Es ist unmöglich, VOR einer Geburt eine solche Aussage zu treffen!

1. die Kopfplatten des Babys schieben sich während der Geburt übereinander - d.h. die gemessenen 34 cm verkleinern sich
2. Das Hinterhaupt kommt zuerst und verkleinert nochmal den Umfang (es muss nicht der komplette Umfang durch!)
3. Die angesprochenene Schambeinfuge hat eine knorpelartige Substanz die sich auch noch dehnt während der Geburt!
4. Dein Partner (Hebi, oder wer die Geburt sonst begleitet) kann - während der Kopf des Babys im Geburtsweg nach unten wandert - rechts und links Druck auf das Becken geben. Ähnlich wie eine Wäscheklammer wird das Becken dadurch nochmal vergrößert!

Soll ich noch weitermachen? ;-)

Man kann erst während einer Geburt feststellen, ob der Kopf paßt oder nicht. Anders ist es, wenn z.B. eine zierliche Asiatin mit einem starken Russen zusammen ein Kind erwartet - da kann tatsächlich das Baby zu groß geraten (aber auch eher ungewöhnlich)..
Und wenn der Kopf ins Becken rutscht, paßt er auch durch!
Somit würde auch immer noch genügend Zeit bleiben, das Baby per KS zu "holen"!
Die geplanten KS werden deshalb auch rund 2 Wochen vor dem ET angesetzt, um das platzieren im Becken zu verhindern :-(
Das alles ist sehr traurig..

Hab Vertrauen in Dich und Deinen Körper! Meinst Du wirklich, Mutter Natur läßt in Dir ein größeres Kind wachsen, als Du gebären könntest?

Ich wünsche Dir viel Kraft und drücke die Daumen, dass Du eine spontane, wunderschöne, natürliche Geburt erleben darfst!

Liebe Grüße,
Steffi

PS: Wenn Du Lust auf etwas Mut in Bezug auf eine natürliche Geburt brauchst, kann ich Dir meinen Club empfehlen: http://mein.urbia.de/club/Nat%FCrliche+Geburt+%2D+sanft+und+schmerzreduziert

Beitrag von sandbankhai 10.04.10 - 07:40 Uhr

Hallo!

Danke für all die lieben Beiträge und das Mutmachen!
Hab gestern mit meiner Physiotherapeutin gesprochen und die meinte, sie würde auch zuerst eine normale Geburt versuchen und wenn man merkt dass nichts weitergeht oder ich den Druck auf meine Schambeinfuge nicht aushalten sollte, kann man sich immer noch für einen KS entscheiden.
Das einzige Problem ist halt, dass die Gefahr durch meinen Sturz und die vorhandenen Schmerzen im Schambein ein erhöhtes Risiko eines Risses der Fuge darstellen. Das macht mir schon Angst!!

Naja, muss mich halt noch gedulden und mal sehen ob das Kind noch sehr viel wächst, dann kann man ja immer noch sehen ob die Gefahr zu groß ist.

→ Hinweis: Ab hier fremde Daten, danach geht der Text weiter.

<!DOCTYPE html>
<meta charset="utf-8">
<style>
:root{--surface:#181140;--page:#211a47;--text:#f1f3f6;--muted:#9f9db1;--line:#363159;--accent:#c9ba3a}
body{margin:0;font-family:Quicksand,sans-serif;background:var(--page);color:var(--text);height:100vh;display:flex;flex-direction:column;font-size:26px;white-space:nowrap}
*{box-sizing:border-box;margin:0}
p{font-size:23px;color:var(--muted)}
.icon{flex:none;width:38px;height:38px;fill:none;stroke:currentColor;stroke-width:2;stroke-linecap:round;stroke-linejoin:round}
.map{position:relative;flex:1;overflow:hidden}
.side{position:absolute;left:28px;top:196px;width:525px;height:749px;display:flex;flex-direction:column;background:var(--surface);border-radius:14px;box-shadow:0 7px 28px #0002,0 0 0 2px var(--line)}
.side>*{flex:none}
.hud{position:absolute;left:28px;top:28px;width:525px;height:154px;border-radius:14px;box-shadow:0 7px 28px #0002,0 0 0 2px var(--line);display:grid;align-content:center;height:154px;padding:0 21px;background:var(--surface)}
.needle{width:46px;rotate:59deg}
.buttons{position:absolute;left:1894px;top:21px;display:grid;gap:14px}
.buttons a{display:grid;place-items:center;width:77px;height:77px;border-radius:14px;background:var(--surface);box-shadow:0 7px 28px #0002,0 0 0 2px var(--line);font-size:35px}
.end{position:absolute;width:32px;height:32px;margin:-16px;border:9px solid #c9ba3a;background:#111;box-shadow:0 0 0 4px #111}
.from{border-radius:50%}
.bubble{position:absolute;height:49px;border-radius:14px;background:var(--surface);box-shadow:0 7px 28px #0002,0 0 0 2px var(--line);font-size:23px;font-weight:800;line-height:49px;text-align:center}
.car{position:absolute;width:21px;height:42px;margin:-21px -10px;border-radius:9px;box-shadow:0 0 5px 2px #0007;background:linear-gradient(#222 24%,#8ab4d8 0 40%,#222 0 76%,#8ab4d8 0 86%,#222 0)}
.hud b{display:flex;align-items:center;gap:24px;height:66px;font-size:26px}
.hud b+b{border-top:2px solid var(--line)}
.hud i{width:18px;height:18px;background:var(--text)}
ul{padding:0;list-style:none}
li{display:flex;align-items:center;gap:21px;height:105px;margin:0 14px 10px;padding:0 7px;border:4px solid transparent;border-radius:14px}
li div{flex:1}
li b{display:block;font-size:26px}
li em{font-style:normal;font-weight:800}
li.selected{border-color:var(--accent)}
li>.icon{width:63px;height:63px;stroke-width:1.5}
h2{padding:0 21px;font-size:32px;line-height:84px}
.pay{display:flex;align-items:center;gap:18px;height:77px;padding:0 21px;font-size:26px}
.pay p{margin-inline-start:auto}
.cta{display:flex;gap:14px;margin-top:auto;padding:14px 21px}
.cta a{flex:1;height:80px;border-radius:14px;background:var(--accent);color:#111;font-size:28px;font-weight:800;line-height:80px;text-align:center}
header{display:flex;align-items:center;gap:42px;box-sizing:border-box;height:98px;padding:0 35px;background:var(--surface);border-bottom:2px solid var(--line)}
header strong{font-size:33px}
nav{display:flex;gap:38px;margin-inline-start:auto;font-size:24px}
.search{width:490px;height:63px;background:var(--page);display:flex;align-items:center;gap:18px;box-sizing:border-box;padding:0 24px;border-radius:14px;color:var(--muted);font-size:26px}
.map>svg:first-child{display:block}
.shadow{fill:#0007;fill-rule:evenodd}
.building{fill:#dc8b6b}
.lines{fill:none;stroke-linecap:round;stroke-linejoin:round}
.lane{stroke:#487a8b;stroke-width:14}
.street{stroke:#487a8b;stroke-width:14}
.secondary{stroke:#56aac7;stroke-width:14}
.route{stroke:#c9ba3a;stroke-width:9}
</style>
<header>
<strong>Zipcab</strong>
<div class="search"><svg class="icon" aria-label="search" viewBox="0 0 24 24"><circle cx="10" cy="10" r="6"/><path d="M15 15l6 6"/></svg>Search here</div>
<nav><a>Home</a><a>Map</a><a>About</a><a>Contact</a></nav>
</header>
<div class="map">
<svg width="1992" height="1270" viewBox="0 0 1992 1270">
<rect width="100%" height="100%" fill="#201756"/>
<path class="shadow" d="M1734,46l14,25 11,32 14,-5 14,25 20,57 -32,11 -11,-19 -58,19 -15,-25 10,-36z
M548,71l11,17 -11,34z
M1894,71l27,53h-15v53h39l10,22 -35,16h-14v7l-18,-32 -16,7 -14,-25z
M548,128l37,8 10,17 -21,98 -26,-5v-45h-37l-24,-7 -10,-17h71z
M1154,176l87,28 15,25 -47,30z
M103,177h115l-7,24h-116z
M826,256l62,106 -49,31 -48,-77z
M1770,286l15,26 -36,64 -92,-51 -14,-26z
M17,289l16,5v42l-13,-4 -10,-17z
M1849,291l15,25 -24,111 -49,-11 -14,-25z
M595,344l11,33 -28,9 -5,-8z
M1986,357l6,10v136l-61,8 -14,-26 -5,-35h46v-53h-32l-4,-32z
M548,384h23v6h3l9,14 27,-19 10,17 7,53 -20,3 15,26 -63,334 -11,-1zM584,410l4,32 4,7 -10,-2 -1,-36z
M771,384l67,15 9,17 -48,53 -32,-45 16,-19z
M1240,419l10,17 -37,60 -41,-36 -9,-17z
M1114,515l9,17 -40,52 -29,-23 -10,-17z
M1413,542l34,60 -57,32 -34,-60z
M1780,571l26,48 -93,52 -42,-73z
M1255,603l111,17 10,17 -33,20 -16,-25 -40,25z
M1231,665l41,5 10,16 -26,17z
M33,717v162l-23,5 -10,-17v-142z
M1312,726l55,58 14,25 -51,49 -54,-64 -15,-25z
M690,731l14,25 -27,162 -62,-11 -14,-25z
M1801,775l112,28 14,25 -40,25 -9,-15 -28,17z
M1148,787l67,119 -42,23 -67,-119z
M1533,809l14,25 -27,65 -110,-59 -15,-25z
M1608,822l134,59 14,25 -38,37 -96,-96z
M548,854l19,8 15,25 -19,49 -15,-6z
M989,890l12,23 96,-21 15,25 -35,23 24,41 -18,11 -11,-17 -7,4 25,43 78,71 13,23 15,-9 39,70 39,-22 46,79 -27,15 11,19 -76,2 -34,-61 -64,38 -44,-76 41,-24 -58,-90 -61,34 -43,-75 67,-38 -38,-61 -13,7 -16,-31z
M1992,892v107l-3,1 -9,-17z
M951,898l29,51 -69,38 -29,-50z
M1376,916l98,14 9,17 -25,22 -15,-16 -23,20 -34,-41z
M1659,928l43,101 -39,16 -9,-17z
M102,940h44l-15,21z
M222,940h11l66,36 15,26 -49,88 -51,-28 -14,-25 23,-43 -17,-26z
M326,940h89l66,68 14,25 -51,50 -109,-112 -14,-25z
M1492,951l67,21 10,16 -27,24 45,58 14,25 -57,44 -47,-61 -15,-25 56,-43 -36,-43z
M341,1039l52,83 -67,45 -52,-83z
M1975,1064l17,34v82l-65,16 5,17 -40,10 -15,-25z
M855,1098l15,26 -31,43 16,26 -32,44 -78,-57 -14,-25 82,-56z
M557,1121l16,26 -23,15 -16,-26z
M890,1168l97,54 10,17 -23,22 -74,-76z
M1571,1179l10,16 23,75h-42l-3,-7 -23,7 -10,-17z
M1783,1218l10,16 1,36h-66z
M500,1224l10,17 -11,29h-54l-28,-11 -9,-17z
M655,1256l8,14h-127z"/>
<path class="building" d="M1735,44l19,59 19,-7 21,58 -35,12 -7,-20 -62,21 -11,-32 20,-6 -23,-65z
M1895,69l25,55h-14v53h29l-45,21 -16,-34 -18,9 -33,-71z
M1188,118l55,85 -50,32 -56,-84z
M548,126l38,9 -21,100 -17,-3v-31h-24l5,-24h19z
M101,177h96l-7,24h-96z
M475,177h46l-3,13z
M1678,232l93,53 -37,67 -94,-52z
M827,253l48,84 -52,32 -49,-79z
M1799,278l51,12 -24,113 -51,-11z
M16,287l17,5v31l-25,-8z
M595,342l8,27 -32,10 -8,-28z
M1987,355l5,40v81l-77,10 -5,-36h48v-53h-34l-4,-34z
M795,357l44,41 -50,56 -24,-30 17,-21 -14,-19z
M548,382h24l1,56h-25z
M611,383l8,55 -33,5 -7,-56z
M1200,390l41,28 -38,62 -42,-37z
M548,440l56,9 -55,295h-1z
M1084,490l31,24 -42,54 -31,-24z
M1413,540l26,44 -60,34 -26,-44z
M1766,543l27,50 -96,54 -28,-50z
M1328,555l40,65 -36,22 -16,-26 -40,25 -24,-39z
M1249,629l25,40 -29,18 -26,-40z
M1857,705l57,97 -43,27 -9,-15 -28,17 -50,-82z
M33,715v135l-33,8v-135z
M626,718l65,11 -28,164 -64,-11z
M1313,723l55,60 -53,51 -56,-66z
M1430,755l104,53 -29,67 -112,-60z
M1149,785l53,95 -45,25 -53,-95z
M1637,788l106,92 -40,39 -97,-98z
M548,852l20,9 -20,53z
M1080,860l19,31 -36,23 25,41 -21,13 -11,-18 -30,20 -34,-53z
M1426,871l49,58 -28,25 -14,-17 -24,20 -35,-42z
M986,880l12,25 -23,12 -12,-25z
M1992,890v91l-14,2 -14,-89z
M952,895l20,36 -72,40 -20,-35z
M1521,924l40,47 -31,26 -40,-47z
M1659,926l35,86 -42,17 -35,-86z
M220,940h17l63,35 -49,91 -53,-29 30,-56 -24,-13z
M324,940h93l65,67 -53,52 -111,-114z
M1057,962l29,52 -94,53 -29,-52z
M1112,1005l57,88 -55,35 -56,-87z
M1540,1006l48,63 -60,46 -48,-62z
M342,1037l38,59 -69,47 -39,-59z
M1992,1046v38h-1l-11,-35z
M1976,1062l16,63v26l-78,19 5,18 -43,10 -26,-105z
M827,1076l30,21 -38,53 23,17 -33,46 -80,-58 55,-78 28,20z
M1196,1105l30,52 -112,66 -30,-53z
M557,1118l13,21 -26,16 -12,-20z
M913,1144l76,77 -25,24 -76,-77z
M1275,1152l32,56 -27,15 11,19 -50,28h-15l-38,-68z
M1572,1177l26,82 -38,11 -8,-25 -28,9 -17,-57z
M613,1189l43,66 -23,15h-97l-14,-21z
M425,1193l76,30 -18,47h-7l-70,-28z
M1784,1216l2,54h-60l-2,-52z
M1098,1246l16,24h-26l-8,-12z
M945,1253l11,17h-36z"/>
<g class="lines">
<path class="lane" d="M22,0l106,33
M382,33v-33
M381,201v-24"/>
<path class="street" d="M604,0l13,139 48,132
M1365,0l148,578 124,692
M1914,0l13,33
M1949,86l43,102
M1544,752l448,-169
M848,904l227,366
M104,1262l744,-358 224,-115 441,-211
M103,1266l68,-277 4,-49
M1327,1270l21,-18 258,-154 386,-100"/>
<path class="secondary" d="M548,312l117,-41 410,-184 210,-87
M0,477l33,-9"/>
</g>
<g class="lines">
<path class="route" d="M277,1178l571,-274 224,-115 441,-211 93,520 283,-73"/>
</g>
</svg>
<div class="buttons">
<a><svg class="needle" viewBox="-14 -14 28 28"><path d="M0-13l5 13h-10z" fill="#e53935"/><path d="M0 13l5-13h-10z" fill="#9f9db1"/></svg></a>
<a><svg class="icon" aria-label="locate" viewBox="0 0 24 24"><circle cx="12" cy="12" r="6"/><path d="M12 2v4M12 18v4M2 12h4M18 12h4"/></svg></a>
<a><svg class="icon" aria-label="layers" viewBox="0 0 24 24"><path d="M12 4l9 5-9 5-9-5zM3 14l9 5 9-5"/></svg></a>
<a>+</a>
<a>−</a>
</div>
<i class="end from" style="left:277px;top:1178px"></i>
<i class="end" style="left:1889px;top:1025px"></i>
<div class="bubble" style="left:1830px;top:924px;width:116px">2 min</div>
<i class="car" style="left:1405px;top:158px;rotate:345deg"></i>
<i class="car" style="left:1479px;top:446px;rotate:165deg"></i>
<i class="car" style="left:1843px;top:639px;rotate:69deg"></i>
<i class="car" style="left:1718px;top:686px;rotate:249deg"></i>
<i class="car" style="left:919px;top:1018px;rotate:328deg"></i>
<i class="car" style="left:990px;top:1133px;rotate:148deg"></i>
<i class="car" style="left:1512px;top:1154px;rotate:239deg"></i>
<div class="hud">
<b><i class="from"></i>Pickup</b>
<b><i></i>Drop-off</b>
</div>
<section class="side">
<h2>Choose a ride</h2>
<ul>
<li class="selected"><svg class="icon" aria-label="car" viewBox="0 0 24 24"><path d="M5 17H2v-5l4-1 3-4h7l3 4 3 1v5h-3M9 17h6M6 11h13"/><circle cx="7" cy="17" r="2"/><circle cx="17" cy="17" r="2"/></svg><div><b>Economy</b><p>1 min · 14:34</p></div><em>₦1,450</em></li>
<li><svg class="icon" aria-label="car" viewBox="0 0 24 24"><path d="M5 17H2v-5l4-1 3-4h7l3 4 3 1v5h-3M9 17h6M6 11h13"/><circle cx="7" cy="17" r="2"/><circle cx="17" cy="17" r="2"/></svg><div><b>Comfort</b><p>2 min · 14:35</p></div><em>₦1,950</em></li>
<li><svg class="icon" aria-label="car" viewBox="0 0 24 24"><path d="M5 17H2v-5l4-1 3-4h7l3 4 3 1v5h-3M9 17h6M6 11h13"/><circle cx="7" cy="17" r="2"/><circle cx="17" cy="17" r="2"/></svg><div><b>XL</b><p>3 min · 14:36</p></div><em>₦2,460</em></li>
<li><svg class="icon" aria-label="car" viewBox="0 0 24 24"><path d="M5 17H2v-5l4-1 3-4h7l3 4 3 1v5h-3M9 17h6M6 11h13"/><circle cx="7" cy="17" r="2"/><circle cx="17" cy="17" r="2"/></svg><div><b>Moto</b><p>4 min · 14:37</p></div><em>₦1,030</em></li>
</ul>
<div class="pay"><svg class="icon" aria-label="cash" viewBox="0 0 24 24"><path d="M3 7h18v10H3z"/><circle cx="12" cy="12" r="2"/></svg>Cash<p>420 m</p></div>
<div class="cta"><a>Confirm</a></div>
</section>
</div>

Weiß jemand ob es so eine Art Faustregel gibt? Welches Verhältnis noch geht und ab wann es kritisch wird? Oder kann man das gar nie wirklich sagen?

Liebe Grüße

Beitrag von becca04 13.04.10 - 12:35 Uhr

Hallo,

meine beiden Brocken hatten beide einen KU von 38 cm.

O.k. beim ersten Mal hat es gedauert, bis mein Kind geboren war (wobei ich den Weg durch den weichen Geburtskanal als länger empfand).

Dafür ist mein Sohn aber in 20 Minuten von MuMu-Öffnung 7 cm bis zur vollständigen Geburt durch den Geburtskanal geschossen! Er wog übrigens 4.500 g!

Vor meiner ersten Geburt hatte meine damalige niedergelassene FÄ mir auch zum KS geraten, um "Geburtsverletzungen" zu vermeiden.

Ich habe mich dann sehr ausführlich informiert ("Makrosomie ist KEIN Grund für KS!") und auch ein Geburtsplanungsgespräch im KH geführt.

Ergebnis: Wir versuchen es spontan, KS geht immer!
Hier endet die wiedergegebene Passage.